Meyer

Photographe

© Meyer
© Sandrine Boyer Engel

Invité au festival Planche(s) Contact en 2015

Originaire de Nîmes, Meyer a longtemps exploré les coulisses des arènes et les rituels de la corrida écrasés par le soleil du sud. Après avoir photographié les hommes et les taureaux en gros plan, il les a saisis du haut des arènes puis les a démultipliés dans des photomontages étonnants et singuliers. C'est avec ce regard et cette nouvelle passion pour la réalité recomposée que Meyer va découvrir et recomposer les rituels de La Coupe d'Or de polo de Deauville, créée en 1950, dans une ville où le polo se pratique depuis 1865.

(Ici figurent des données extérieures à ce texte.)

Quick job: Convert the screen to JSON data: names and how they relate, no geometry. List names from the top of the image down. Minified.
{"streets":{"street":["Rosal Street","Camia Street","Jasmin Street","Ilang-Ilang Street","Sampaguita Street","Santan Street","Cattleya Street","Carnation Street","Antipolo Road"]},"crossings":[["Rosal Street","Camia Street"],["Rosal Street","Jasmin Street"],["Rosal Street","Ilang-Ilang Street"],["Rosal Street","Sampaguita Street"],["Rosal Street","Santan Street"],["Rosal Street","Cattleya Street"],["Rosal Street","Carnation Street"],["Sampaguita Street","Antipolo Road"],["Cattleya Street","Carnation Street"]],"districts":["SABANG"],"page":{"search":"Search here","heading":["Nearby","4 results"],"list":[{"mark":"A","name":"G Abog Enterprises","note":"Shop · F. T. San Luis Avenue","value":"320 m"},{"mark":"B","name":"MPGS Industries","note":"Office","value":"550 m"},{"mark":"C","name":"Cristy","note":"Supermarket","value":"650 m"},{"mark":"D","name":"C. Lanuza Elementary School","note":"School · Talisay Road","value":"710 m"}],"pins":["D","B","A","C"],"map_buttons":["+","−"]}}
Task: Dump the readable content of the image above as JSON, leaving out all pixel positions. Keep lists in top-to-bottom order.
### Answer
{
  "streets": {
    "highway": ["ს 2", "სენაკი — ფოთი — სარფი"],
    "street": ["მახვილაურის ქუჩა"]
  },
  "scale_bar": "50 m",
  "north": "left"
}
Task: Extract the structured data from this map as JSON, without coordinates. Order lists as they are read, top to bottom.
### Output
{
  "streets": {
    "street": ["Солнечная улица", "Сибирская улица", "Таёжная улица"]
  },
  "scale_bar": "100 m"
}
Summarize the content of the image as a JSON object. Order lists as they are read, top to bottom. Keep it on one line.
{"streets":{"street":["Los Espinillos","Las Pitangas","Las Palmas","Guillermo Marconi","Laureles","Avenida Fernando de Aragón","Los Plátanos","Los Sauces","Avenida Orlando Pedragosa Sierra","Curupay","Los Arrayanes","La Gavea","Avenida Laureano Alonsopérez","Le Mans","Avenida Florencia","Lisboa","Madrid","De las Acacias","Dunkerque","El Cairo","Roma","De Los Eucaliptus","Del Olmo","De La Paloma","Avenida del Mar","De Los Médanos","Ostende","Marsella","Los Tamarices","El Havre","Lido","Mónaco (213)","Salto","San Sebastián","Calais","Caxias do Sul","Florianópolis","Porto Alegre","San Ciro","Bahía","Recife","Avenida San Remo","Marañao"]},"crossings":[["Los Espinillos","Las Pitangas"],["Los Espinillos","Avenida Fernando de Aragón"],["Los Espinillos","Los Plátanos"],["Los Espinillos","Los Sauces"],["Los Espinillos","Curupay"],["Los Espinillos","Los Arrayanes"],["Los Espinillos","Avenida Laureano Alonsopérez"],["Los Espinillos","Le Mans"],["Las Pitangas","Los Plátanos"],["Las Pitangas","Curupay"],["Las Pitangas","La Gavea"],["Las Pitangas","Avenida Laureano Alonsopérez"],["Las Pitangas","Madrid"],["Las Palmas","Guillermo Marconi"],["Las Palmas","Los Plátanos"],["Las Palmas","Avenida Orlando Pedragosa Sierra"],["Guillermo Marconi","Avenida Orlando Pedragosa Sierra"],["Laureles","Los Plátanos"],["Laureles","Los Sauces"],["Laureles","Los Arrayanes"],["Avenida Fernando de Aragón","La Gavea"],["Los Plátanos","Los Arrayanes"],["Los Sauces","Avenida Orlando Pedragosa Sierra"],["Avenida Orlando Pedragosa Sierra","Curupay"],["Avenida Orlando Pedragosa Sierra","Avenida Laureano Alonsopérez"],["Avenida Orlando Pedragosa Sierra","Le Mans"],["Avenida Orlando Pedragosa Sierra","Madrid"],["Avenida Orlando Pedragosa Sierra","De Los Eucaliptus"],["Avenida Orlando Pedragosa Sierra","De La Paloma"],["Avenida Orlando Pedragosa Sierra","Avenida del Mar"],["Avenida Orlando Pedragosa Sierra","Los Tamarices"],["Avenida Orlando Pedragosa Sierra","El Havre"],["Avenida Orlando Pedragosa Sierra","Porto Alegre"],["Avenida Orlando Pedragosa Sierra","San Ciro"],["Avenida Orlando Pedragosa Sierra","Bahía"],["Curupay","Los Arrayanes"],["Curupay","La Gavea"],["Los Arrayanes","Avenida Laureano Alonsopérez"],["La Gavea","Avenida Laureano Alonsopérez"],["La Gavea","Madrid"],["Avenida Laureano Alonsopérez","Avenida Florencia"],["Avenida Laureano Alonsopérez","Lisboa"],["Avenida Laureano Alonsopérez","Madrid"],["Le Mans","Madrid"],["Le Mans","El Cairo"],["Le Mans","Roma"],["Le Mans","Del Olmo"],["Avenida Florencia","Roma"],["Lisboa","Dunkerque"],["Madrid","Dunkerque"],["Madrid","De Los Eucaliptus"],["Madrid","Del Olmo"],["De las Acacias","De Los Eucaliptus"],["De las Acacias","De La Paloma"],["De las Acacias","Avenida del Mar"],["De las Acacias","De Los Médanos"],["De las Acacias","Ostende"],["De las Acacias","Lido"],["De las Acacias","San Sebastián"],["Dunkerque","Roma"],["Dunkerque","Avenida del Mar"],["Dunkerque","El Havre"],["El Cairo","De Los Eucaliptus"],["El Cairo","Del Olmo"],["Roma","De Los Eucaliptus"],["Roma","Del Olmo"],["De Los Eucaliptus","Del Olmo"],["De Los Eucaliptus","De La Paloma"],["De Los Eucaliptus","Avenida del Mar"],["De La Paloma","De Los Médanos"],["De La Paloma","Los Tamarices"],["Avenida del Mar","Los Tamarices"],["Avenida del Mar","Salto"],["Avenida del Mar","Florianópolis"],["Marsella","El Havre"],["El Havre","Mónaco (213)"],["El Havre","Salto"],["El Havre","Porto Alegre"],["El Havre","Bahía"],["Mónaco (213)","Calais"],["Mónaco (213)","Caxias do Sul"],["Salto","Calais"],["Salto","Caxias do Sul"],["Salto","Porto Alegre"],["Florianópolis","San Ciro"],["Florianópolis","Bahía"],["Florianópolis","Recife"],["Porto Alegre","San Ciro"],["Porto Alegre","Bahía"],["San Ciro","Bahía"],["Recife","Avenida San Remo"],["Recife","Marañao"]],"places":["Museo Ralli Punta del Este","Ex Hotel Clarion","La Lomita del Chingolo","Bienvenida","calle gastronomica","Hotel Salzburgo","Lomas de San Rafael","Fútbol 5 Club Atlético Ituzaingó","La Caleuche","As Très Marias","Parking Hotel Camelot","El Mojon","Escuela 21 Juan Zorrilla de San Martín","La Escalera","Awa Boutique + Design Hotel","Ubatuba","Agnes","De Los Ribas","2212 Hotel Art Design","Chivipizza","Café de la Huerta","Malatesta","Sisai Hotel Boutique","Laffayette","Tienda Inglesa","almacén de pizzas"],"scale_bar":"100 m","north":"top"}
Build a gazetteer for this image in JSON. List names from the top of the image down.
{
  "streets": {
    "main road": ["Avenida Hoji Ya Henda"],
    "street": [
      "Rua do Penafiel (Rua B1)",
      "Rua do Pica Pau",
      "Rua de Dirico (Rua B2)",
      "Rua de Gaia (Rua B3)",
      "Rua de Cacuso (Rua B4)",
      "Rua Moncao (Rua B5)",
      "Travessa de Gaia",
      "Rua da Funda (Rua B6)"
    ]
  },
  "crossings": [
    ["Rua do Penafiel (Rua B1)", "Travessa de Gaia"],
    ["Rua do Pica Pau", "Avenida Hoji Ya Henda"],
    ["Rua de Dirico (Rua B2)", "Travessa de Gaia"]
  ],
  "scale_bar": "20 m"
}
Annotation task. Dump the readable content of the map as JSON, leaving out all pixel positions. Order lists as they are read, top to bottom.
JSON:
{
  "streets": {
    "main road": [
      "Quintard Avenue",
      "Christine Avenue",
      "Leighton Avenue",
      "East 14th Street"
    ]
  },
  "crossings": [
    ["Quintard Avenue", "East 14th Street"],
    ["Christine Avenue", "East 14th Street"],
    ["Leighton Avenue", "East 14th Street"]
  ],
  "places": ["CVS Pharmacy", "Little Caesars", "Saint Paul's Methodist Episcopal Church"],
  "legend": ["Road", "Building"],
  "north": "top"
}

« Pour cette édition 2015 de résidence à Deauville, je souhaite proposer un projet sur le thème du cheval, et en particulier sur l'univers du Polo. Je pense que ce terrain de jeu peut être le théâtre idéal pour aborder une composante essentielle de la ville par un prisme différent, celui d'une photographie contemporaine et ludique. Il est aujourd'hui admissible qu'une photographie se compose de plusieurs « présents ». Ce qui attise délicieusement l'ambiguïté qu'entretient la photographie avec le réel. Nous pouvons imaginer à loisir une série d'images, de compositions qui empilent différents instants d'une rencontre sportive ; ils apparaissent alors comme suspendus dans un désordre apparent à ce qui va suivre… une espérance permanente du futur, l'inconnu de la victoire ou de la défaite.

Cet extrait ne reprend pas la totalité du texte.